*** EXERCISE DATA Section Begins ***

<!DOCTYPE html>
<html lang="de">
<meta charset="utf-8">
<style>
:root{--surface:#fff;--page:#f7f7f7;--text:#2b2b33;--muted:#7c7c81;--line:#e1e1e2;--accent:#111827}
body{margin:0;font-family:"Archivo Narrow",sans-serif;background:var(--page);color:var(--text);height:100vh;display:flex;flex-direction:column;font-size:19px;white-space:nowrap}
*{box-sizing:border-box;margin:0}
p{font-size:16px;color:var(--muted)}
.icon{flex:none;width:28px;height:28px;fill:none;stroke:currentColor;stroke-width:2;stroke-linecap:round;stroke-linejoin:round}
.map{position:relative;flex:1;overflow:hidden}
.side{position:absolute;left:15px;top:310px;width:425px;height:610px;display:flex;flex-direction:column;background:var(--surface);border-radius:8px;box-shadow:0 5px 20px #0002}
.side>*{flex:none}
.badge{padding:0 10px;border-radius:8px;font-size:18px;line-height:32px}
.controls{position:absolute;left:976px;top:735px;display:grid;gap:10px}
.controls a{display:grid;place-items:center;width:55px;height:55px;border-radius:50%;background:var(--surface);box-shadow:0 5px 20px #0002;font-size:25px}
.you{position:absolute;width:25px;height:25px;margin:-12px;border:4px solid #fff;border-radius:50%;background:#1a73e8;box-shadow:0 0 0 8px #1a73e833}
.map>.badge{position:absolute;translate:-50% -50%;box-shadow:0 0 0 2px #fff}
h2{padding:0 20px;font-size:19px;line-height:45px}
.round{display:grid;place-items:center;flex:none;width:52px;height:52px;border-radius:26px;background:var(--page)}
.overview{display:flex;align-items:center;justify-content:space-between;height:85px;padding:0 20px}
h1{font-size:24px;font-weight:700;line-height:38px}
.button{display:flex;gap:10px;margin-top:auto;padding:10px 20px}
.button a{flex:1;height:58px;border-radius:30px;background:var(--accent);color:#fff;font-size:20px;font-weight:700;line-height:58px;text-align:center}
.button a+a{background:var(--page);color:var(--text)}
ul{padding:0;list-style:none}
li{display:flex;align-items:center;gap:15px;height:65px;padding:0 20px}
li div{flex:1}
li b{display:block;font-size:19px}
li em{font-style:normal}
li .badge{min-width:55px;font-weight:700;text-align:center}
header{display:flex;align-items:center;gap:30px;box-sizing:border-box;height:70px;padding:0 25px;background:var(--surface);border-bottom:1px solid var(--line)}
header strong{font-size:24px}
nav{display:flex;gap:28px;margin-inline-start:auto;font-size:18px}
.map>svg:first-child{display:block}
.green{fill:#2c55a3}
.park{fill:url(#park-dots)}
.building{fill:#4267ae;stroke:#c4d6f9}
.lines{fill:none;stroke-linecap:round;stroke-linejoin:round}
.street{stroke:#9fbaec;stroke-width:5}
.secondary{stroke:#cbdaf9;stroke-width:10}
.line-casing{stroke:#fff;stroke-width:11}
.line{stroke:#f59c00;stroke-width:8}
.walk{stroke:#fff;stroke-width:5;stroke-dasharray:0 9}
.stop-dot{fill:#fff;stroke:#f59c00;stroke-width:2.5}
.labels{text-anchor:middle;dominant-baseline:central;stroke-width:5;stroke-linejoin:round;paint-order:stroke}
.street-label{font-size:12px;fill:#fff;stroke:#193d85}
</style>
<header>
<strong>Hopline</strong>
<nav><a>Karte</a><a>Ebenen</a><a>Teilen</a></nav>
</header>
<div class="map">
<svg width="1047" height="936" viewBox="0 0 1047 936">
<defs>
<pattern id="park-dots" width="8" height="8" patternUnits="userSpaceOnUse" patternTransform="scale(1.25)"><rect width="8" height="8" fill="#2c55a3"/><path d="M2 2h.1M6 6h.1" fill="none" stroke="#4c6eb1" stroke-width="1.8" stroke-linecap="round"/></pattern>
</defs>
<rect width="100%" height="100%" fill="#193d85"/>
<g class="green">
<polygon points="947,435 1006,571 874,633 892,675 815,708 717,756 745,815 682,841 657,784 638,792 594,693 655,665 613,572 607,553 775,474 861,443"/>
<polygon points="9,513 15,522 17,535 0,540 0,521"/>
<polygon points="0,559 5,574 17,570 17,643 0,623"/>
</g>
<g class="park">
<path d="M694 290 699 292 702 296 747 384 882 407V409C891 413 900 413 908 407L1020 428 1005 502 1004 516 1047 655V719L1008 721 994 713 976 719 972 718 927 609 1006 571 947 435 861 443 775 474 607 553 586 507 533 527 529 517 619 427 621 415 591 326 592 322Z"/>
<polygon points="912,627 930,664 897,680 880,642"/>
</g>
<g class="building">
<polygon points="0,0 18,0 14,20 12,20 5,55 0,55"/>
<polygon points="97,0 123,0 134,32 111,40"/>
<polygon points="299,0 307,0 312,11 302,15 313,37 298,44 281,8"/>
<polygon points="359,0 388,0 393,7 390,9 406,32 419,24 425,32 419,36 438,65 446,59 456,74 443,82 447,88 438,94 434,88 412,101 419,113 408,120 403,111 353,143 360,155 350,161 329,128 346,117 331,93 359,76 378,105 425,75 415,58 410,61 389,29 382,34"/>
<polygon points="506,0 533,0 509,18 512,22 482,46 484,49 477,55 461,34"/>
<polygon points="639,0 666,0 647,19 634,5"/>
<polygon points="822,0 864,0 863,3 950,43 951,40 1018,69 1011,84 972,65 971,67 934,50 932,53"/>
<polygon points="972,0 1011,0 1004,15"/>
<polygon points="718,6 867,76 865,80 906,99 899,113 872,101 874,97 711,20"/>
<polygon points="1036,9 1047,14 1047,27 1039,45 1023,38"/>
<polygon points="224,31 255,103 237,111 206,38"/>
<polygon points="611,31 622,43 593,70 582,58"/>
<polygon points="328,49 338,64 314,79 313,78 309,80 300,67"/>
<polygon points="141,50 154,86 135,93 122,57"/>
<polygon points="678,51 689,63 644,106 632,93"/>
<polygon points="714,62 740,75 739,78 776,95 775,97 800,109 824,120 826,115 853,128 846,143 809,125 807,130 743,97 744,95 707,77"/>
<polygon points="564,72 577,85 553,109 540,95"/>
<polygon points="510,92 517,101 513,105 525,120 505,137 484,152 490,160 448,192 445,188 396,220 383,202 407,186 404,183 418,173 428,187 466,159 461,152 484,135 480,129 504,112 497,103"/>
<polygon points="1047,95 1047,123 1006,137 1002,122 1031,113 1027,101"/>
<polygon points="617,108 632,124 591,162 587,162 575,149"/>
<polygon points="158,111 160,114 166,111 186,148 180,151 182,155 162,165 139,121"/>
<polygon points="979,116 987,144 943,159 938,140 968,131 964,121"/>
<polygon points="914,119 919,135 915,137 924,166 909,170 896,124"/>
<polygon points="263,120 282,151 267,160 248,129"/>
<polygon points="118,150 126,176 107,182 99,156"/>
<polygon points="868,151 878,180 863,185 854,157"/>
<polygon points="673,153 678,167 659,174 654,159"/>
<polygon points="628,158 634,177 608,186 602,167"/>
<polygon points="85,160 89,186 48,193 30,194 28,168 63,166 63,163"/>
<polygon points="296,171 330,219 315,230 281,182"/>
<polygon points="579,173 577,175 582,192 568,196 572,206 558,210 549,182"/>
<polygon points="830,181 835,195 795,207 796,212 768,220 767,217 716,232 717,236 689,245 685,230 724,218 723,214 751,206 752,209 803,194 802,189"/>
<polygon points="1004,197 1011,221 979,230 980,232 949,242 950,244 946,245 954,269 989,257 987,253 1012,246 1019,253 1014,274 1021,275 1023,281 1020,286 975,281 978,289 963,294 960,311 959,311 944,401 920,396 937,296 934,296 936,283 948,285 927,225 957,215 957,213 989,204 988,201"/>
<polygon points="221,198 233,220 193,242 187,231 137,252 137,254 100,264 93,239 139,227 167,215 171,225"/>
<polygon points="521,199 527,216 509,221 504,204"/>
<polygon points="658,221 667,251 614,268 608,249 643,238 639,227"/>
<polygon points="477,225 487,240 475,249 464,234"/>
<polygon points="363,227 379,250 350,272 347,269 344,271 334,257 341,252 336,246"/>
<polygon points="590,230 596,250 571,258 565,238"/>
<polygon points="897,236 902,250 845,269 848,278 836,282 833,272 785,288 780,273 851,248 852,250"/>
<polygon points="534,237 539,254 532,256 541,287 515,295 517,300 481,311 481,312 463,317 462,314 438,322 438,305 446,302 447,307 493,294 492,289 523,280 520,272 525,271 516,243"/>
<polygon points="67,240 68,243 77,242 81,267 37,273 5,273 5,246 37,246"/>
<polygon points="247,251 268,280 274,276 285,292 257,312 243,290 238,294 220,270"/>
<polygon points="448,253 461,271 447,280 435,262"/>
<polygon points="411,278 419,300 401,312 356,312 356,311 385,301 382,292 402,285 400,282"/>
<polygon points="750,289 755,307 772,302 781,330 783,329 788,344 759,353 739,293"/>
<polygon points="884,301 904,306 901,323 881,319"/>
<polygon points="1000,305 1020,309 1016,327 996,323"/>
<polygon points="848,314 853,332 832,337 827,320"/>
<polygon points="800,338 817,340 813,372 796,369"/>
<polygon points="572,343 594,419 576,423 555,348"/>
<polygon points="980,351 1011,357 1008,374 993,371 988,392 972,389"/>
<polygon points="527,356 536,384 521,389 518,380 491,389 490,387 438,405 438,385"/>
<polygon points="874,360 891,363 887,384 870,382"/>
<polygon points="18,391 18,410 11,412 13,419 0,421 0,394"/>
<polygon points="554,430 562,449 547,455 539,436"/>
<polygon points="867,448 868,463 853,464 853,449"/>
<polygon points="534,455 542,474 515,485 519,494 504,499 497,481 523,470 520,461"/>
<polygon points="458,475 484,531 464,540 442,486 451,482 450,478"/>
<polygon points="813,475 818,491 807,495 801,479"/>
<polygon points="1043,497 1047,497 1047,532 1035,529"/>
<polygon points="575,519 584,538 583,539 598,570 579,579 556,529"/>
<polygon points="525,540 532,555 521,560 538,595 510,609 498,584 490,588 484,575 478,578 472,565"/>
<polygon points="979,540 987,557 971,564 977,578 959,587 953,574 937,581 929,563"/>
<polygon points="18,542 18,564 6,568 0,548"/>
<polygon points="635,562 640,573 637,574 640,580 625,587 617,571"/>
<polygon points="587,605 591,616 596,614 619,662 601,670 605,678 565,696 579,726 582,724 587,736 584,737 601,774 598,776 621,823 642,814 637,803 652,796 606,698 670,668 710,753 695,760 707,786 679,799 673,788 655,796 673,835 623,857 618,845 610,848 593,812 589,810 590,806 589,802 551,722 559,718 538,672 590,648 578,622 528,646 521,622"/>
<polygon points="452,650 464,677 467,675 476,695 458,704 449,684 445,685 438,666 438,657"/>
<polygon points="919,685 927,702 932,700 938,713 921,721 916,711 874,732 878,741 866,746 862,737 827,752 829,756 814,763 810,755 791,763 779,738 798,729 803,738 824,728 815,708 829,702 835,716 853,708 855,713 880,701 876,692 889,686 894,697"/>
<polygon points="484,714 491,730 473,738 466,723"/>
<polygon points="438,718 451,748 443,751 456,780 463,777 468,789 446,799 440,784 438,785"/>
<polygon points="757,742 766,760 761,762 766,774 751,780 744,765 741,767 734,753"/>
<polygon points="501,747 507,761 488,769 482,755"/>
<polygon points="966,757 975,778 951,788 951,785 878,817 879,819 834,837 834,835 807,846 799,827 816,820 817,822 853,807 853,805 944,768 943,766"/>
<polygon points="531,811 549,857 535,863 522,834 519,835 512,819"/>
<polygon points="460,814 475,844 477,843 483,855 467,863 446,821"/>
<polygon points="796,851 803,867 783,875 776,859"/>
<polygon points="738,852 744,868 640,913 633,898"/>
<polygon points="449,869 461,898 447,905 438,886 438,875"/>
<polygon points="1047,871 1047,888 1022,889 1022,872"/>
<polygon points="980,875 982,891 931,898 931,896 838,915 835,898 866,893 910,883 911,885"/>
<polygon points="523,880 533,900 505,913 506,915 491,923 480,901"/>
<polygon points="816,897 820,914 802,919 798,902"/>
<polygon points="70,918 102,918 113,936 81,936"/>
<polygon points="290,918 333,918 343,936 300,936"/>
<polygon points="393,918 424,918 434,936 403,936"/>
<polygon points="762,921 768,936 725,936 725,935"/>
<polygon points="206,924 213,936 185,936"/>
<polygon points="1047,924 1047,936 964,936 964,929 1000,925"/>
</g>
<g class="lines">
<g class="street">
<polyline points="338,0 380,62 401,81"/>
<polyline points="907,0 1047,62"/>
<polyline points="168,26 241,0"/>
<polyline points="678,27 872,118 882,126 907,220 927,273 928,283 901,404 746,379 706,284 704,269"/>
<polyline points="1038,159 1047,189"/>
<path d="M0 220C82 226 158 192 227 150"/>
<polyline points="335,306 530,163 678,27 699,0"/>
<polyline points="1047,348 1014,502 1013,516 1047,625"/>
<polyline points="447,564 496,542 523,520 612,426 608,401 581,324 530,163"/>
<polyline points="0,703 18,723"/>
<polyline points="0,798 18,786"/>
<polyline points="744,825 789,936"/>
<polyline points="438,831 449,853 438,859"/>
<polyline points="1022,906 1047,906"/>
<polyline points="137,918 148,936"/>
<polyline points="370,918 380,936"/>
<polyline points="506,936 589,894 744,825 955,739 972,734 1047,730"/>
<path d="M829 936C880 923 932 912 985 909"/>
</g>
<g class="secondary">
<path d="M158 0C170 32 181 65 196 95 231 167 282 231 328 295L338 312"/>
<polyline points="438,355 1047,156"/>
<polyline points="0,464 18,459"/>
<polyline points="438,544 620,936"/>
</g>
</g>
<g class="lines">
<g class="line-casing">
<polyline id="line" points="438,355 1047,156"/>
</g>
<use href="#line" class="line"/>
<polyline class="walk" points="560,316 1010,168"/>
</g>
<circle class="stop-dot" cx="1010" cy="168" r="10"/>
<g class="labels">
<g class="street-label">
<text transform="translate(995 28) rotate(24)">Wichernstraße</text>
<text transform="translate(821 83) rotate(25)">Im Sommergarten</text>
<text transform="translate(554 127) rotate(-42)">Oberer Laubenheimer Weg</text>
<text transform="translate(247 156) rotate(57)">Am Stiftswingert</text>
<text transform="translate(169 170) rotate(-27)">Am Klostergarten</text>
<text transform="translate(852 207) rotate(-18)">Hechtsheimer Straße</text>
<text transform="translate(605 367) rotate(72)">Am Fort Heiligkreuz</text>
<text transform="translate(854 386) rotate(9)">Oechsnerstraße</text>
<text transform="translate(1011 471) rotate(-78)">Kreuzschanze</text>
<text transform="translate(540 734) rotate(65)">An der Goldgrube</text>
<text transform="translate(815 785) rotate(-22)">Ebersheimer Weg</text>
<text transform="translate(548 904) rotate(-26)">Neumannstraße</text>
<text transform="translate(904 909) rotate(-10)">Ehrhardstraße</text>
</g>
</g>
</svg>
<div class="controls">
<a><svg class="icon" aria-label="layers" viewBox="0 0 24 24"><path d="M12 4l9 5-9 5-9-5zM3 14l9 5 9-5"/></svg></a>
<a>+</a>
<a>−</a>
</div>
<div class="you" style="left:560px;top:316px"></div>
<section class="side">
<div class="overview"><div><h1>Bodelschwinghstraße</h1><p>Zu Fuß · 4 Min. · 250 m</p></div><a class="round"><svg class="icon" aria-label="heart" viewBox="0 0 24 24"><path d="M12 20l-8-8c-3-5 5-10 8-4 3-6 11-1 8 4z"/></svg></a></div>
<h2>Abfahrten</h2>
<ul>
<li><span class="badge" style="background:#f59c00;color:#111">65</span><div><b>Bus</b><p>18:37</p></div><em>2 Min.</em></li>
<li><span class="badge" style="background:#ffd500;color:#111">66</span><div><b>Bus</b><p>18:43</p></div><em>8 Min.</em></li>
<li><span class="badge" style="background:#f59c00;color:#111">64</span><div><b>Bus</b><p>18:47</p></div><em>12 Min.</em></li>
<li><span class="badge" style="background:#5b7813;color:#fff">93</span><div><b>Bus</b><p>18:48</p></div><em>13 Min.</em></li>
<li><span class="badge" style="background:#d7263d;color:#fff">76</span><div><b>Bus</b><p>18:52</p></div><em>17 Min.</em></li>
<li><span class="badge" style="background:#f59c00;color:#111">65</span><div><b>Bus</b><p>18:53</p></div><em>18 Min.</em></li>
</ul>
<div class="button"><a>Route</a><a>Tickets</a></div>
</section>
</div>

*** EXERCISE DATA Section Ends ***

### YOUR INSTRUCTIONS
Whichever lines of the material hold the word "strong", find and copy them.

### WRITTEN RESPONSE
header strong{font-size:24px}
<strong>Hopline</strong>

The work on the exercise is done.